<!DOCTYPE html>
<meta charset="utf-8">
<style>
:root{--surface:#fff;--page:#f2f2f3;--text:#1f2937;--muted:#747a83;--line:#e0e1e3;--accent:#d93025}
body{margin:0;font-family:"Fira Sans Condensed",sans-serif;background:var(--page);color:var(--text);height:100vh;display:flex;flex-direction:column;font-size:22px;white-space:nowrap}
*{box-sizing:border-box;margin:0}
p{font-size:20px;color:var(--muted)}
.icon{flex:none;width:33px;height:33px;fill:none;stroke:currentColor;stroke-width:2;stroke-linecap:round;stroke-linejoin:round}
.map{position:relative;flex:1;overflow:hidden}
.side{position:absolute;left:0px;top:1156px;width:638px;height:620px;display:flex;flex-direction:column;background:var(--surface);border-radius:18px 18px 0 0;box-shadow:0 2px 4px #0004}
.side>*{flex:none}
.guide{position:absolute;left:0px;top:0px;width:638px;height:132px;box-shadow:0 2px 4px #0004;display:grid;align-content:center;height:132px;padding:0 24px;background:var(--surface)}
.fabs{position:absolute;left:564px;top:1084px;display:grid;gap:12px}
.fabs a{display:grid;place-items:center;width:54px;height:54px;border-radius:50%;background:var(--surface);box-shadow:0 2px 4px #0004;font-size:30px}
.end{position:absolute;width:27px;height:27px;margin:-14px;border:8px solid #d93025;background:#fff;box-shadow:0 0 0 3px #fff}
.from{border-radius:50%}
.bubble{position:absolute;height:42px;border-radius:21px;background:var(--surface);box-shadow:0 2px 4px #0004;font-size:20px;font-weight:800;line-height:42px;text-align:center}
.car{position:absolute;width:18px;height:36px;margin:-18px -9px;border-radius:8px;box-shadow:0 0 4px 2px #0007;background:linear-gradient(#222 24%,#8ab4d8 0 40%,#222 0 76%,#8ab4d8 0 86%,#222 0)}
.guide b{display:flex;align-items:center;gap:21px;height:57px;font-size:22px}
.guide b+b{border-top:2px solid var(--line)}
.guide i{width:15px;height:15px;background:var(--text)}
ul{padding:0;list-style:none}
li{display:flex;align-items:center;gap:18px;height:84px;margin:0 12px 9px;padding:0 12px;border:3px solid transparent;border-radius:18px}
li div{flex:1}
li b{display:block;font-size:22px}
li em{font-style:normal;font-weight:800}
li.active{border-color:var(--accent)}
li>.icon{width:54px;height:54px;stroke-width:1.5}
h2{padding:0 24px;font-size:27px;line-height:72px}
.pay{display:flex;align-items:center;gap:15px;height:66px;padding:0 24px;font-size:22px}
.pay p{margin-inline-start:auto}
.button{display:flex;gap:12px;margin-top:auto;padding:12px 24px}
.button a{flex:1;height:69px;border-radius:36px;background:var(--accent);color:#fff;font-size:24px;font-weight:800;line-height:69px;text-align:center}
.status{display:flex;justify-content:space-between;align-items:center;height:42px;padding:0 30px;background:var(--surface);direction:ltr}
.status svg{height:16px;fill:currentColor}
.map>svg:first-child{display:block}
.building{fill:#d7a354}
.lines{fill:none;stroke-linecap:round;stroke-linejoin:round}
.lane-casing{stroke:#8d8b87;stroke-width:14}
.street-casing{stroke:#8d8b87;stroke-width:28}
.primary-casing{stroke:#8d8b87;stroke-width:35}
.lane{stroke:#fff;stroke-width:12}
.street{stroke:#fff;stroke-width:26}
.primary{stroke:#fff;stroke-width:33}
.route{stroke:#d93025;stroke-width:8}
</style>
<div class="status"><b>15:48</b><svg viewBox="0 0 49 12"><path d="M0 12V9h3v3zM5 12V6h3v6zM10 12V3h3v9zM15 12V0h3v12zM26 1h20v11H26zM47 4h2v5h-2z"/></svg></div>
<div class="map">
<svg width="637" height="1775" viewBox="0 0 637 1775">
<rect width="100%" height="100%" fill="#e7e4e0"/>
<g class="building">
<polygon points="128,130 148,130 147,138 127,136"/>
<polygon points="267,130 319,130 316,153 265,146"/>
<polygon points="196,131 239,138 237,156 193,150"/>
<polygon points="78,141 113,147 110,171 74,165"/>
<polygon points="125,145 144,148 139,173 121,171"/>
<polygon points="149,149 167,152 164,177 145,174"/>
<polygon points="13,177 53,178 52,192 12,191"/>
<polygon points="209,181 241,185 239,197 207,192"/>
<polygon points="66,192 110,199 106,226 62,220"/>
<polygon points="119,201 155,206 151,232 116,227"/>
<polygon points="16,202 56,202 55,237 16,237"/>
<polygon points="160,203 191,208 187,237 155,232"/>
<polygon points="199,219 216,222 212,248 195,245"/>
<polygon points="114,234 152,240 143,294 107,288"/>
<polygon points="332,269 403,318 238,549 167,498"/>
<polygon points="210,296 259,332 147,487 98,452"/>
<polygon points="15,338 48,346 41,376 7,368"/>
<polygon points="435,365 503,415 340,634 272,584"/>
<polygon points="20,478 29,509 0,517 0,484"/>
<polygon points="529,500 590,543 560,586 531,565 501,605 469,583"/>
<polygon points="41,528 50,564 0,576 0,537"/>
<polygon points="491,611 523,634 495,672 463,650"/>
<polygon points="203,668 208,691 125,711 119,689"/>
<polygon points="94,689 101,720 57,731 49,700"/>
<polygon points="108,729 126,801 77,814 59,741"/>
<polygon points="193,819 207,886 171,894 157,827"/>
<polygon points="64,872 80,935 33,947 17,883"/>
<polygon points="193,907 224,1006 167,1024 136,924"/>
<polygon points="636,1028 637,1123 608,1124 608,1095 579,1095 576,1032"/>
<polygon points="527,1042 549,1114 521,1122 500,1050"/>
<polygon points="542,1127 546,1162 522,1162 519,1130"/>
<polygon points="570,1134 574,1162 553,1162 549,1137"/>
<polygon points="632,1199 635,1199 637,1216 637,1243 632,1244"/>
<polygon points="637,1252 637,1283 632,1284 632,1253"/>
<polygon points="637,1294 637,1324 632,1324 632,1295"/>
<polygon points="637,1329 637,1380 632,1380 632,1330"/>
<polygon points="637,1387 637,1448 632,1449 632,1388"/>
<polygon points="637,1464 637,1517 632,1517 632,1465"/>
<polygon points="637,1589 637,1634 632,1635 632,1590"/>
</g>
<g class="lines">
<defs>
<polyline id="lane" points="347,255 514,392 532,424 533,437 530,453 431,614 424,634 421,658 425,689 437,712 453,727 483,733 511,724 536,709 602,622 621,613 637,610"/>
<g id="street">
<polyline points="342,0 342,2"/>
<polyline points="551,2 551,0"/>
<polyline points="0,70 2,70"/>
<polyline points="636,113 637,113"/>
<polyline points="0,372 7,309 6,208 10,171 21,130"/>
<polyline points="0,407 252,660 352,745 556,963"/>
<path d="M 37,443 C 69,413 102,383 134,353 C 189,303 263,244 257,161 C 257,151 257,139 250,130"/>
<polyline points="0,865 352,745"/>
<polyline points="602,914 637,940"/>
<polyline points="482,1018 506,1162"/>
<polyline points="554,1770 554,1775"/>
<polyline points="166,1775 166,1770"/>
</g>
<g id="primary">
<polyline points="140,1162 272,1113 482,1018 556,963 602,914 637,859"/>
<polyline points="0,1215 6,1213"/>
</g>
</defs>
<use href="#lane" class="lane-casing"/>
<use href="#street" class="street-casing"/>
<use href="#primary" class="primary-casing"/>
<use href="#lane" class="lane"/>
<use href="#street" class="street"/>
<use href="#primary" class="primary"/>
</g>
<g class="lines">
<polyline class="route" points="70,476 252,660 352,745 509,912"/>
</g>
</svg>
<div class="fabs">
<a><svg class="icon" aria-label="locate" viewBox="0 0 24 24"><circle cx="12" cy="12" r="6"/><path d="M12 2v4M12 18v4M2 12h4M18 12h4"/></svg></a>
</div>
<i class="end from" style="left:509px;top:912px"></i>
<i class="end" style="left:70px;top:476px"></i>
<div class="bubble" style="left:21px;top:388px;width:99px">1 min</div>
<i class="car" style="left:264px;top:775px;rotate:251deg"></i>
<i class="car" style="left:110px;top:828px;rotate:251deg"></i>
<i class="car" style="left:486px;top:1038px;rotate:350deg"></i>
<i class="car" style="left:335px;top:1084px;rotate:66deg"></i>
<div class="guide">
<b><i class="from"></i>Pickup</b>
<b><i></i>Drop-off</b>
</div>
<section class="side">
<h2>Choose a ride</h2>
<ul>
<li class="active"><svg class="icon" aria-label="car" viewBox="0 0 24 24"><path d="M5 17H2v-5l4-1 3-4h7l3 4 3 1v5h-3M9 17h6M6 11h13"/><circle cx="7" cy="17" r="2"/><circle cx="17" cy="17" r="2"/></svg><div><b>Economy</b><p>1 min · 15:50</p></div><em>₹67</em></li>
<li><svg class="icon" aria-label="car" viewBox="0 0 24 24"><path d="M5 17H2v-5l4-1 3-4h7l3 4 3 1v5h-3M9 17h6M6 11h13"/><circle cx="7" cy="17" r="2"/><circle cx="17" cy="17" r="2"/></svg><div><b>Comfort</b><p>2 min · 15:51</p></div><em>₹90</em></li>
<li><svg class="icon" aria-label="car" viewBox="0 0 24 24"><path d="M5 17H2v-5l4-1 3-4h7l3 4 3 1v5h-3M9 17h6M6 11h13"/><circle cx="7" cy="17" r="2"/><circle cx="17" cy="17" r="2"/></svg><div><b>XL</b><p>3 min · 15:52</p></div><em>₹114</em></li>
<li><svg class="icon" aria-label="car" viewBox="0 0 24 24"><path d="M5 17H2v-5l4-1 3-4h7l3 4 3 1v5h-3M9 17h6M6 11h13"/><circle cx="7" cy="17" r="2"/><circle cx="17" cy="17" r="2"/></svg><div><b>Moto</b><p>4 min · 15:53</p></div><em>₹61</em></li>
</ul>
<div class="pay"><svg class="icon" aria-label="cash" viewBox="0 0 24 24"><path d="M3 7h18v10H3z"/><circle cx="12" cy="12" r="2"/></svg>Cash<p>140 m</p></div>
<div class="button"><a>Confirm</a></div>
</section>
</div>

::::

Task description
Please copy out each line of the listing above that contains the string "bubble".

Task answer
.bubble{position:absolute;height:42px;border-radius:21px;background:var(--surface);box-shadow:0 2px 4px #0004;font-size:20px;font-weight:800;line-height:42px;text-align:center}
<div class="bubble" style="left:21px;top:388px;width:99px">1 min</div>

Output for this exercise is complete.